*Task description*: Transcribe every entry that follows exactly, omitting all pictures.

*Information provided*:

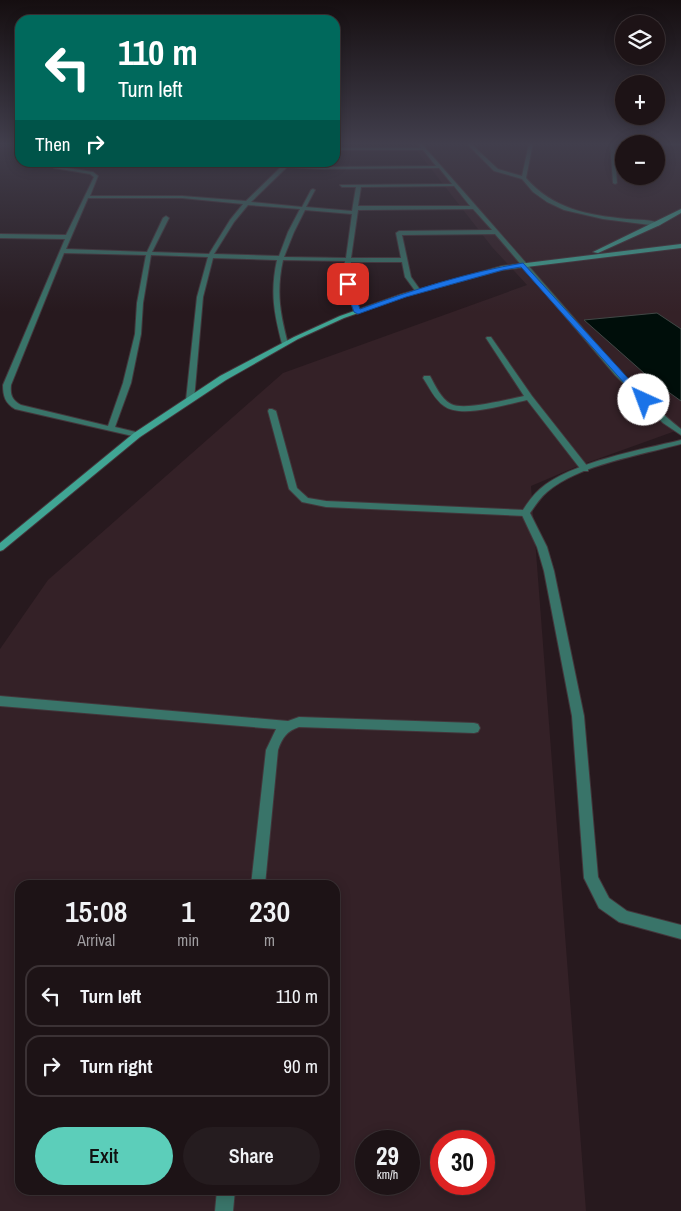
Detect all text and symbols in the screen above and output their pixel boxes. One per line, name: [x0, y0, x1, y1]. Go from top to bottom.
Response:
map controls: [615, 15, 665, 185]
button: layers: [615, 15, 665, 65]
text: 110 m: [118, 29, 198, 76]
icon: left: [35, 35, 100, 100]
text: Turn left: [118, 74, 183, 104]
button: +: [615, 75, 665, 125]
icon: right: [81, 130, 109, 158]
text: Then: [35, 131, 71, 157]
button: −: [615, 135, 665, 185]
pin: [327, 263, 369, 305]
icon: arrive: [334, 270, 362, 298]
position arrow: [617, 373, 669, 425]
text: 15:08: [65, 891, 127, 931]
text: 1: [181, 891, 195, 931]
text: 230: [249, 891, 290, 931]
text: Arrival: [77, 929, 115, 951]
text: min: [177, 929, 199, 951]
text: m: [264, 929, 275, 951]
icon: left: [37, 982, 65, 1010]
text: Turn left: [80, 983, 141, 1009]
text: 110 m: [276, 983, 318, 1009]
icon: right: [37, 1052, 65, 1080]
text: Turn right: [80, 1053, 152, 1079]
text: 90 m: [283, 1053, 318, 1079]
button: Exit: [35, 1127, 173, 1185]
button: Share: [183, 1127, 320, 1185]
speed limit sign: 30: [430, 1130, 495, 1195]
text: 29: [376, 1139, 399, 1173]
text: km/h: [377, 1167, 398, 1183]

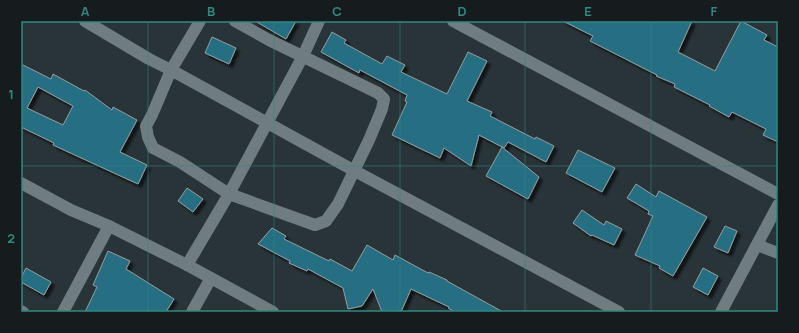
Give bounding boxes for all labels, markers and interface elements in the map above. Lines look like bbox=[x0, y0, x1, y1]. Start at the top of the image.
text: A bbox=[81, 2, 90, 20]
text: B bbox=[207, 2, 215, 20]
text: C bbox=[332, 2, 342, 20]
text: D bbox=[457, 2, 467, 20]
text: E bbox=[584, 2, 592, 20]
text: F bbox=[711, 2, 718, 20]
text: 1 bbox=[8, 85, 14, 103]
text: 2 bbox=[7, 229, 15, 247]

*Written solution*:
Detect all text and symbols in the screen above and output their pixel boxes. One per line, name: [x0, y0, x1, y1]. Go from top to bottom.
Response:
map controls: [615, 15, 665, 185]
button: layers: [615, 15, 665, 65]
text: 110 m: [118, 29, 198, 76]
icon: left: [35, 35, 100, 100]
text: Turn left: [118, 74, 183, 104]
button: +: [615, 75, 665, 125]
icon: right: [81, 130, 109, 158]
text: Then: [35, 131, 71, 157]
button: −: [615, 135, 665, 185]
pin: [327, 263, 369, 305]
icon: arrive: [334, 270, 362, 298]
position arrow: [617, 373, 669, 425]
text: 15:08: [65, 891, 127, 931]
text: 1: [181, 891, 195, 931]
text: 230: [249, 891, 290, 931]
text: Arrival: [77, 929, 115, 951]
text: min: [177, 929, 199, 951]
text: m: [264, 929, 275, 951]
icon: left: [37, 982, 65, 1010]
text: Turn left: [80, 983, 141, 1009]
text: 110 m: [276, 983, 318, 1009]
icon: right: [37, 1052, 65, 1080]
text: Turn right: [80, 1053, 152, 1079]
text: 90 m: [283, 1053, 318, 1079]
button: Exit: [35, 1127, 173, 1185]
button: Share: [183, 1127, 320, 1185]
speed limit sign: 30: [430, 1130, 495, 1195]
text: 29: [376, 1139, 399, 1173]
text: km/h: [377, 1167, 398, 1183]

Give bounding boxes for all labels, markers and interface elements in the map above. Lines look like bbox=[x0, y0, x1, y1]. Start at the top of the image.
text: A bbox=[81, 2, 90, 20]
text: B bbox=[207, 2, 215, 20]
text: C bbox=[332, 2, 342, 20]
text: D bbox=[457, 2, 467, 20]
text: E bbox=[584, 2, 592, 20]
text: F bbox=[711, 2, 718, 20]
text: 1 bbox=[8, 85, 14, 103]
text: 2 bbox=[7, 229, 15, 247]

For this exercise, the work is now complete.